Anyway, point is, I really struggle with the "well figure it out yourself" versus "here's what I need" as well.


----------



## Wolfgar (Nov 15, 2011)

@saki 
great list, I might use a few of them I def. agree though, it'd be better if we (the BS) didn't have to guide our WS back into the light. That's whats a bit upsetting with my wife, while she cries and shows real remorse, she'd rather not think/talk about it and just pretend it never happened. It's impossible to learn if a person does that? I need her to show me she's making an effort to learn from this huge mistake


----------



## Saki (Dec 7, 2011)

I agree with you completely.

I've spent literally hundreds of hours trying to understand myself, learn how to deal with my emotions, understand why this has happened to me and how to make things better (for me and for my marriage)...

but the WS just wants to ignore it and pretend it never happened. It's very hurtful. Yet I can see how it is a coping mechanism (albeit an unhealthy one) for the WS.

I believe time is the only thing that can bring them around. Being patient is very very very very very very very very very very very very very very very (I found typing that to be therapudic by the way, I would suggest others try it!!!) frustrating.


----------



## dingerdad (Nov 23, 2011)

strugglinghusband said:


> Point taken, you are right..


Sometimes though I feel like I DON'T know what I want my fWW to do when she ask's "what can she do to help me feel better?" . She's been great and doing everything and more than I could ask at this point but sometimes I wanna say stuff like " I dunno, maybe built a flux capacitor, install it in my truck, find some plutonium and go back in time and fix this s$&@ so I don't have to feel like this
_Posted via Mobile Device_


----------



## dingerdad (Nov 23, 2011)

Saki said:


> I am working through the process of R as well and really struggle with the "what do you want me to do" question.
> 
> I actually have 5 things I want to happen, although they are not specific
> 
> ...


I struggle with this also. It's great that she asking and doing the things I ask in R but I wish she would come up with things to help strengthen the marriage or help with my feelings as well. I feel like I'm dragging her along sometimes.
_Posted via Mobile Device_


----------



## Saki (Dec 7, 2011)

It's unfair that the BS has to be the one doing all the soul searching when the WS has acted so selfishly and with such blatent disregard for the BS's feelings.
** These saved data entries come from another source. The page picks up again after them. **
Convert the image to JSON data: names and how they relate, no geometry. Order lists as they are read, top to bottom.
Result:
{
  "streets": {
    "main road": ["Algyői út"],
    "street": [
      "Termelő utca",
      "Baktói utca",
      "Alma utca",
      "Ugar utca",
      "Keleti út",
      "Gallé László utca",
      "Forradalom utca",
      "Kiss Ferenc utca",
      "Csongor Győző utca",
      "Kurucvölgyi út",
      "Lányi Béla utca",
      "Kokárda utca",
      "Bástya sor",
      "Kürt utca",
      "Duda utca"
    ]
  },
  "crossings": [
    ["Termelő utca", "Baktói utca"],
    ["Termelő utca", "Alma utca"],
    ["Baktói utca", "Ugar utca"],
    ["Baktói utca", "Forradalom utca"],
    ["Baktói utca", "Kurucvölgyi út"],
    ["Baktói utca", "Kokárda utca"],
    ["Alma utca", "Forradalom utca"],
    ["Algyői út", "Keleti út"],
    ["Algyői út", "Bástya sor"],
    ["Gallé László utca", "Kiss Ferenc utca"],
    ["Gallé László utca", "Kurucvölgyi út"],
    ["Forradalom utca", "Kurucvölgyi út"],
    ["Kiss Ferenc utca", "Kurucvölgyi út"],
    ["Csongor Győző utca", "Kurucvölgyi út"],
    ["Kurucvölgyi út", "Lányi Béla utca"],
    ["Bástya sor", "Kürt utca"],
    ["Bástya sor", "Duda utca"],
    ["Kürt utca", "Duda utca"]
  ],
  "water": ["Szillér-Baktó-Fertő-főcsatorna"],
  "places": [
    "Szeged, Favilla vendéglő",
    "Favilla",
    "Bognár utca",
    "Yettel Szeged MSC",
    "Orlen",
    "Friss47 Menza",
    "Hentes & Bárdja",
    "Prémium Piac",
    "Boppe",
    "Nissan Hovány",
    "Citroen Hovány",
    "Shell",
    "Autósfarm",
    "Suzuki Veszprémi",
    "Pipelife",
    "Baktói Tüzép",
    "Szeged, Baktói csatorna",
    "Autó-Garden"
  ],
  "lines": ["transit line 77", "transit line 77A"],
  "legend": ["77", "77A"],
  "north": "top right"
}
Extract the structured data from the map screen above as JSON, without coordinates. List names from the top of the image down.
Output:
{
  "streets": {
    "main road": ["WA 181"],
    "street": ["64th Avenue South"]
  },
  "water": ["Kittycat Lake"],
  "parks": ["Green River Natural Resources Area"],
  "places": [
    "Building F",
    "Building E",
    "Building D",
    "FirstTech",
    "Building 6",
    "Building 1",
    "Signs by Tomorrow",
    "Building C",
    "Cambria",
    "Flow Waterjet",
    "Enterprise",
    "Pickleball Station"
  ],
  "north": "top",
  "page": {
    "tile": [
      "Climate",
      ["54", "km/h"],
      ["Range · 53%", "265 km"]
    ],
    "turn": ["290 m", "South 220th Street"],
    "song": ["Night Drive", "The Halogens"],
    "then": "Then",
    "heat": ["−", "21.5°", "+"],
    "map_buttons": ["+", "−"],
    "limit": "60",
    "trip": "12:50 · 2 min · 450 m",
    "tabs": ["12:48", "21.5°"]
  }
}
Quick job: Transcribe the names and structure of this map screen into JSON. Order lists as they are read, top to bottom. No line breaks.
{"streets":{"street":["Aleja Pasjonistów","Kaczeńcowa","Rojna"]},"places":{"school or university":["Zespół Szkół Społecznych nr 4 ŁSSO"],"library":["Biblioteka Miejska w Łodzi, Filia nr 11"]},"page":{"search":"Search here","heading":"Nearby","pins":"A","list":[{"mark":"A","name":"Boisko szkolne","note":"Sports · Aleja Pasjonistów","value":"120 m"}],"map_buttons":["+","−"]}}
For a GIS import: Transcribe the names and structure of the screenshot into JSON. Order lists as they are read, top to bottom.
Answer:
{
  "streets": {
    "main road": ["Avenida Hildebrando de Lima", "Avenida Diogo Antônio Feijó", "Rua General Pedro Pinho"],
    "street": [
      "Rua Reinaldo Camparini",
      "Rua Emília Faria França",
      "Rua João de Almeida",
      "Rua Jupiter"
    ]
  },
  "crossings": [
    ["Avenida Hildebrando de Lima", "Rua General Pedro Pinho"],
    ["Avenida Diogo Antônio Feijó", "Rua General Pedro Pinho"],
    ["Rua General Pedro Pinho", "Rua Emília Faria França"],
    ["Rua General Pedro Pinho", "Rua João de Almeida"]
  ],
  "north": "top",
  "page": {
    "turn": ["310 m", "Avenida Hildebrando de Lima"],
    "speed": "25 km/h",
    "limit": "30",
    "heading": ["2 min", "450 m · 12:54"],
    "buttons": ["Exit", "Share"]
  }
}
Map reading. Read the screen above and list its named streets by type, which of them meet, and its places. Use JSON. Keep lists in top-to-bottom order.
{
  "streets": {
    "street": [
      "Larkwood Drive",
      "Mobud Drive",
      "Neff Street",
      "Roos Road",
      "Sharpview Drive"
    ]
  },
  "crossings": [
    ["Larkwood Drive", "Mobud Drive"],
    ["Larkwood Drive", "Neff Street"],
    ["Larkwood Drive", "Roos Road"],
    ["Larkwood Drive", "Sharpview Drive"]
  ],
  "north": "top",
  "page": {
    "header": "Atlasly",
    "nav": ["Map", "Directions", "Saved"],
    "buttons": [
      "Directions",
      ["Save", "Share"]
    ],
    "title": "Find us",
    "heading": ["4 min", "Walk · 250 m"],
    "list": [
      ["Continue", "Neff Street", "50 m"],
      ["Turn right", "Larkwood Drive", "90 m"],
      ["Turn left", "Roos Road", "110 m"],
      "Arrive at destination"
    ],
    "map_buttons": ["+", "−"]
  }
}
In fact, how ironic is it that the WS is asking how to help the BS to feel better, when the problem was in fact created by the WS not respecting the feelings of the BS to begin with!


----------



## sirdano (Dec 30, 2011)

Yes sometimes it is hard to forgive but you never really forget. Just like when you get an operation you heal but your scars stay with you until you die. What both of you really have to deciede what closure is for you. Mine was tell the wife what it made me feel like and the great sorrow it caused me and trying to be at work during all of it. I used to just hide or stuff my emotion but this really help not only me but let her see what damage it caused. I am greatful she deciede to stay and work it or I would have held on this for ever


----------



## lordmayhem (Feb 7, 2011)

Like I've said in earlier posts, Christmas and New Years are a trigger for me, as I remember the affair was in full swing by that time and her actions/attitude during those holidays really upset me. 

Yet somehow this Christmas, I didn't even think about it at all and didn't trigger. Of course it helps that she was going all out and has earned her shot at R. Sure, the spark wasn't there as from pre-affair, but I didn't feel as bad as last year. Maybe I'm healing, I don't know. We'll see what the New Year brings.